TNA’s reputation took another hit last week when the promotion’s powers that be (ugh…bad memories of WCW in late 1999-2000) let go Jim Cornette, one of the best minds in the business—and one of the most entertaining TV wrestling performers ever—in favor of “writer” Vince Russo, the man who perhaps best represents the final nail in the coffin for WCW.
It doesn’t take a genius or even Dixie Carter (or even Stacy Carter) to see that Russo and Cornette go together like Jim Herd and Ric Flair, so yes, one had to go. But keeping Russo?
Tennis pro: In addition to being a gifted Christian athlete on the court, Cornette also happens to be one of the sharpest minds in the business.

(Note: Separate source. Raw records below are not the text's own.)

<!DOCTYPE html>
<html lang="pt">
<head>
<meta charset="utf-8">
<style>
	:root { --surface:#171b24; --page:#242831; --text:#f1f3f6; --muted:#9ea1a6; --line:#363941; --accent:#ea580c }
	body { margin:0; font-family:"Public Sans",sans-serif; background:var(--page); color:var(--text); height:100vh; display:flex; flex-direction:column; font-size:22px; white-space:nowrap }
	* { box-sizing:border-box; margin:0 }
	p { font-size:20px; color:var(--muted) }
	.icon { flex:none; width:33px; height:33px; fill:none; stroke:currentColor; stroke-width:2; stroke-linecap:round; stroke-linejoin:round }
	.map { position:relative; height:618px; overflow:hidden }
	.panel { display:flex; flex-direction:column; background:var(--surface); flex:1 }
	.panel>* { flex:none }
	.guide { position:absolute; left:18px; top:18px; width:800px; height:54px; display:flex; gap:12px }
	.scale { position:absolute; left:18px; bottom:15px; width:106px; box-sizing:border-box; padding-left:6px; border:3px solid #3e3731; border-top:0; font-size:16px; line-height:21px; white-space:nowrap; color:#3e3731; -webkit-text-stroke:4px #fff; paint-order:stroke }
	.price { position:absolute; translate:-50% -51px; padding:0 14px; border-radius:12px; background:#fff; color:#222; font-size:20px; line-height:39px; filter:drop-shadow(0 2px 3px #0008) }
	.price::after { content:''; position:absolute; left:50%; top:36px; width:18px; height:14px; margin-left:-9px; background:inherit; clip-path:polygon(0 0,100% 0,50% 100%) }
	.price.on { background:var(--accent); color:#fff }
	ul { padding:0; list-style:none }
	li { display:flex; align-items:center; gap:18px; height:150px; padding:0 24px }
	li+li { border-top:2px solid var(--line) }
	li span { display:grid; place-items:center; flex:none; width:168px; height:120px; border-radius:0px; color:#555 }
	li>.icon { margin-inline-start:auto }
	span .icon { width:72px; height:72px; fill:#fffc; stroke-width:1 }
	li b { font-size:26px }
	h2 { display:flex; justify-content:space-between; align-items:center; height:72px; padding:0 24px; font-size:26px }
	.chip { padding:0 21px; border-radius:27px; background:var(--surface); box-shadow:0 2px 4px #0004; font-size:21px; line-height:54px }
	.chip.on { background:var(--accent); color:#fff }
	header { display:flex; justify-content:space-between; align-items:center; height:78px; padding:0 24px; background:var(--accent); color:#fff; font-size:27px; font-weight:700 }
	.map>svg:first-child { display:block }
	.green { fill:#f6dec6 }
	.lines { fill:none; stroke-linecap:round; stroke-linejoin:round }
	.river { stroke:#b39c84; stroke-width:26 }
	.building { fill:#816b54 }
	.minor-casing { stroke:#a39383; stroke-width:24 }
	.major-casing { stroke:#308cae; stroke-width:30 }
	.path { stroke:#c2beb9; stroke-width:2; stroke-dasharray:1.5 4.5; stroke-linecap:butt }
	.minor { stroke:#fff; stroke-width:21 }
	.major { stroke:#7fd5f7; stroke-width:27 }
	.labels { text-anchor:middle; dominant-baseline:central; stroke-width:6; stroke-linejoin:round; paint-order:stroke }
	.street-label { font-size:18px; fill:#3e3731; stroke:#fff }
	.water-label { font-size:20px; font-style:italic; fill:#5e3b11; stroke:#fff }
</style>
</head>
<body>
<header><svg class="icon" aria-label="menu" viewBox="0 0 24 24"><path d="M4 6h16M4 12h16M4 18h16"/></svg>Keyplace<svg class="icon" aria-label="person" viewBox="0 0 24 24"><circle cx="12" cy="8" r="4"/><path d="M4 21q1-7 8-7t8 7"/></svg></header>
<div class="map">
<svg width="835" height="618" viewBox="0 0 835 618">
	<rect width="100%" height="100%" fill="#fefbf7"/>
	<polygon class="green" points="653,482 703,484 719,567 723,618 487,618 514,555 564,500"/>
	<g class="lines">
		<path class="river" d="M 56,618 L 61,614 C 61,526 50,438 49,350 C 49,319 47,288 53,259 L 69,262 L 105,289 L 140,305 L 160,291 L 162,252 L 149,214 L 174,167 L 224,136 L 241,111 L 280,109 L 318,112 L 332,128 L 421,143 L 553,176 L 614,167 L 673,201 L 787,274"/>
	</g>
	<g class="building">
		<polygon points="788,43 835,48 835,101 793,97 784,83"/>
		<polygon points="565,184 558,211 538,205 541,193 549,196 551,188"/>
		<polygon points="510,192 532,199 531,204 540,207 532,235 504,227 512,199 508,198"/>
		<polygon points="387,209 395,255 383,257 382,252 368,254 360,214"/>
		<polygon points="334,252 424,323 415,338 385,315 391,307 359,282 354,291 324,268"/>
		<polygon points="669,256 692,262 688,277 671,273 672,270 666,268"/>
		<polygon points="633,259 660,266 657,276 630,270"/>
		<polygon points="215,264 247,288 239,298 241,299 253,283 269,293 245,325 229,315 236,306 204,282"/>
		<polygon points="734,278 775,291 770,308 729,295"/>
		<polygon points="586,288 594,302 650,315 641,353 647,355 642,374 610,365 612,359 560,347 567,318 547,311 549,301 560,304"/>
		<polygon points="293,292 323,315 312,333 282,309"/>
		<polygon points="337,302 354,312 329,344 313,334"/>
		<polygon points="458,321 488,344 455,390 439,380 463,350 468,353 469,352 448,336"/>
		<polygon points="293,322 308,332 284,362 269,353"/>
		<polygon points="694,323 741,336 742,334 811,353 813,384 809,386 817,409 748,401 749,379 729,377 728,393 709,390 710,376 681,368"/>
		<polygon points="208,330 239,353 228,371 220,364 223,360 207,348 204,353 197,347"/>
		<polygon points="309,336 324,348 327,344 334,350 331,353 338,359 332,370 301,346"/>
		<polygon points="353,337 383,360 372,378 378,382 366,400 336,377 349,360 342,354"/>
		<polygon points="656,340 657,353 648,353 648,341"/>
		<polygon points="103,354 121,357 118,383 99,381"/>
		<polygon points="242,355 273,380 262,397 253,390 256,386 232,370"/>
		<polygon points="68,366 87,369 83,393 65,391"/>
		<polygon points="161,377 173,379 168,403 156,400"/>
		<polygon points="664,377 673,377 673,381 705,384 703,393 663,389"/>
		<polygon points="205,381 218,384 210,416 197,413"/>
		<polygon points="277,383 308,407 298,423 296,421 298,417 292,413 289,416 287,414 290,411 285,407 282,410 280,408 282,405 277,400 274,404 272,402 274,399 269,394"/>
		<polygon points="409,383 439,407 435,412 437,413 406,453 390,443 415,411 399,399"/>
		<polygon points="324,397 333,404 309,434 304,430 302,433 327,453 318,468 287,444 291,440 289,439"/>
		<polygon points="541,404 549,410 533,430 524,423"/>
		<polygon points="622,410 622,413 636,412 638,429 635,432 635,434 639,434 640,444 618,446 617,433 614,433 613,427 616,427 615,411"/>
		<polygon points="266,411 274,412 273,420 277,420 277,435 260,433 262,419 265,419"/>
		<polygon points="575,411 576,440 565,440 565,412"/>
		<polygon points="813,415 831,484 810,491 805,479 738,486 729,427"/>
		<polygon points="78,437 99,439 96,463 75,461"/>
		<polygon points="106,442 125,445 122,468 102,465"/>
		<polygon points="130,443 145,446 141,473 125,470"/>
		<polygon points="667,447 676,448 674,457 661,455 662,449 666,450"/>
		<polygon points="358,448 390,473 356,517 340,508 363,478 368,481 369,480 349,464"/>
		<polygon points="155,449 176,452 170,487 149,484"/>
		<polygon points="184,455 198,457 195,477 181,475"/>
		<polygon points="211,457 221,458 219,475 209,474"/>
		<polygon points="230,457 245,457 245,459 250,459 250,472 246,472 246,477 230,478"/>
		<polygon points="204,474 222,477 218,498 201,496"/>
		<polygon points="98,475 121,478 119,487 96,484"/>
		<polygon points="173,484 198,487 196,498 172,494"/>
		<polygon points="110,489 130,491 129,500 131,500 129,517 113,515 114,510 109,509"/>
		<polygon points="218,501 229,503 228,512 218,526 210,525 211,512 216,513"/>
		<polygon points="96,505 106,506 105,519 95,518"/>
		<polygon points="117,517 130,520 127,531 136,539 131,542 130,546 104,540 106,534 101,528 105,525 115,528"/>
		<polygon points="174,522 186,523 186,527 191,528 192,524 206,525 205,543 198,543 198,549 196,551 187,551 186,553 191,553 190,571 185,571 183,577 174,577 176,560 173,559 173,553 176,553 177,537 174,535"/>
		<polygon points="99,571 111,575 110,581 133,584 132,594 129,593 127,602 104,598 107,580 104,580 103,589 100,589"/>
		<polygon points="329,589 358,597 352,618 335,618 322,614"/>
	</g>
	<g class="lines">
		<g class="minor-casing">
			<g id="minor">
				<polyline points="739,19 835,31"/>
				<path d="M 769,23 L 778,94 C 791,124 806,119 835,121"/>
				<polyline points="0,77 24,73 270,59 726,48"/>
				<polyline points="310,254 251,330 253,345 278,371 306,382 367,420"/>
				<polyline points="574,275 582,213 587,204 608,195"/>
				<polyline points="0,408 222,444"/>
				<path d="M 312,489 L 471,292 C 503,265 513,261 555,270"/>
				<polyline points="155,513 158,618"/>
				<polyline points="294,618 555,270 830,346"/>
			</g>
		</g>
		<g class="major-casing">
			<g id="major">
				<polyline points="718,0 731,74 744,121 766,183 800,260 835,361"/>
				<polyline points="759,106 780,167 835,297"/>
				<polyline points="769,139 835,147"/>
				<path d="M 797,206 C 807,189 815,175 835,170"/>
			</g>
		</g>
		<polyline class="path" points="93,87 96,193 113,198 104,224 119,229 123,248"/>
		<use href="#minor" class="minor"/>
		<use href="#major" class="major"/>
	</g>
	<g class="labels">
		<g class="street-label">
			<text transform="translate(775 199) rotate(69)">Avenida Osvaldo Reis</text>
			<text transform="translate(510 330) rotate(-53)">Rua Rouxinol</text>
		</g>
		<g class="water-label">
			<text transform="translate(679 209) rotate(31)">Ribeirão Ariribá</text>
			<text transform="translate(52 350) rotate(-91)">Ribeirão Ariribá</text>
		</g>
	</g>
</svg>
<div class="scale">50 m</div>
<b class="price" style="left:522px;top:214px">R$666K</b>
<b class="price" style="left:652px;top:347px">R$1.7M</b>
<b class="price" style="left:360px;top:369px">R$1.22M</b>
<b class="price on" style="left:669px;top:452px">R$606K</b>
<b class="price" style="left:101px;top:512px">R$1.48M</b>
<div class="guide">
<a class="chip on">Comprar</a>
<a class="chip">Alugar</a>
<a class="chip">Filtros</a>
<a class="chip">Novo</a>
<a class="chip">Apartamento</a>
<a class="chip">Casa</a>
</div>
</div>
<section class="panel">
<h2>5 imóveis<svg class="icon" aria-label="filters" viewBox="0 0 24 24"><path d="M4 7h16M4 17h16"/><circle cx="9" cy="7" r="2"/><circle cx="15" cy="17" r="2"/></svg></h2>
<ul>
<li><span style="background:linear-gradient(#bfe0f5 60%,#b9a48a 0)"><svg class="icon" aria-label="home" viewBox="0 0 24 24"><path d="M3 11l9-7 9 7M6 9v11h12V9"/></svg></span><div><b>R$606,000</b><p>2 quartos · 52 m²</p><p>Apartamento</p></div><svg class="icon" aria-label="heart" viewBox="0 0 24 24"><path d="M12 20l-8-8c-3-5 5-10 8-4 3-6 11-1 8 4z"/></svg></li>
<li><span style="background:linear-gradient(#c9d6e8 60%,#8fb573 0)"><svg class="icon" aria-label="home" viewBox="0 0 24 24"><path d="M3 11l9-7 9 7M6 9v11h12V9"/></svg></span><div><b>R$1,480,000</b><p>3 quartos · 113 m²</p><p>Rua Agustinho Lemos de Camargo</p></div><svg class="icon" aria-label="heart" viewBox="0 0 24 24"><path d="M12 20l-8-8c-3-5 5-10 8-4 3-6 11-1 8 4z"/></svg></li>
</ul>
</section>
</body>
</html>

While certainly creative, Russo has no basic understanding of the way pro wrestling should work. Most notable: his reign of terror in WCW produced illogical, chaotic, god-awful booking never before seen. (Yes, including George Gulas’s improbable march toward Harley Race’s NWA World title in the late ’70s.) Even worse, he made himself and what seemed like about 20 other unqualified guys (including one C-list Hollywood actor) World champion in a span of six months on his way to completely alienating WCW’s already-dying fan base.
With the exceptions of WWF’s Sable and WCW’s Master P and Dennis Rodman (and about a half-dozen other morons who Eric Bischoff signed with Ted Turner’s money), Russo might be the least talented person ever to make hundreds of thousands of dollars in the wrestling business. He’s a former WWF Magazine hack who somehow lucked into a creative position and proceeded to book, admittedly, some great angles in the much-revered Attitude era, but only when he had Vince McMahon & Co. to reel in some of his most outlandish ideas and keep his “edgy” ass in check. Having a crew of the last of the polished territory guys (Steve Austin, Mick Foley, the Undertaker, etc.) and the gifted Rock at his disposal certainly helped. Unfortunately, this brief run of success with the Former Federation still has some in the business convinced of his supposed booking genius.
Cornette has a superior grasp of wrestling psychology after years as a fan of Memphis wrestling, one of the most creative territories in the business during the ’70s and ’80s, and later working with bookers like Jerry Jarrett, Jerry Lawler, Bill Watts and Dusty Rhodes. He worked his ass off for years learning his craft before he was even considered for a job helping Ric Flair book WCW. (For more on Cornette’s slow ascension to booking assistant, click here.)
(photo courtesy of tnawrestling.com)
During his recent Q&A session at the NWA Wrestling Legends Fan Fest in Charlotte, Cornette was overwhelmed with chants from the audience encouraging him to take the book in TNA. He downplayed the suggestion at the time, but appeared to have a sly smile on his face, like perhaps he knew something that we didn’t. Maybe he still does. Cornette is being uncharacteristically calm about his departure from TNA, possibly leaving the door open for a return when Russo eventually falls flat on his face. He tells In Your Head Radio that he’d “absolutely” return under the right circumstances. Reportedly, Carter wants him back on board if he can be “100% with the creative direction.”
Jim also denies there was a backstage incident or shouting match with Russo that led to his dismissal, which almost disappoints me, quite frankly. Cornette obviously doesn’t want/need any more headaches after years of working with the likes of Herd, Vince and Kevin Dunn over the years, so he’s walking away quietly, which doesn’t quite suit the Louisville Slugger we all know and love. Something tells me he’s got something up his sleeve.
For TNA’s sake and the future of this business, I hope so.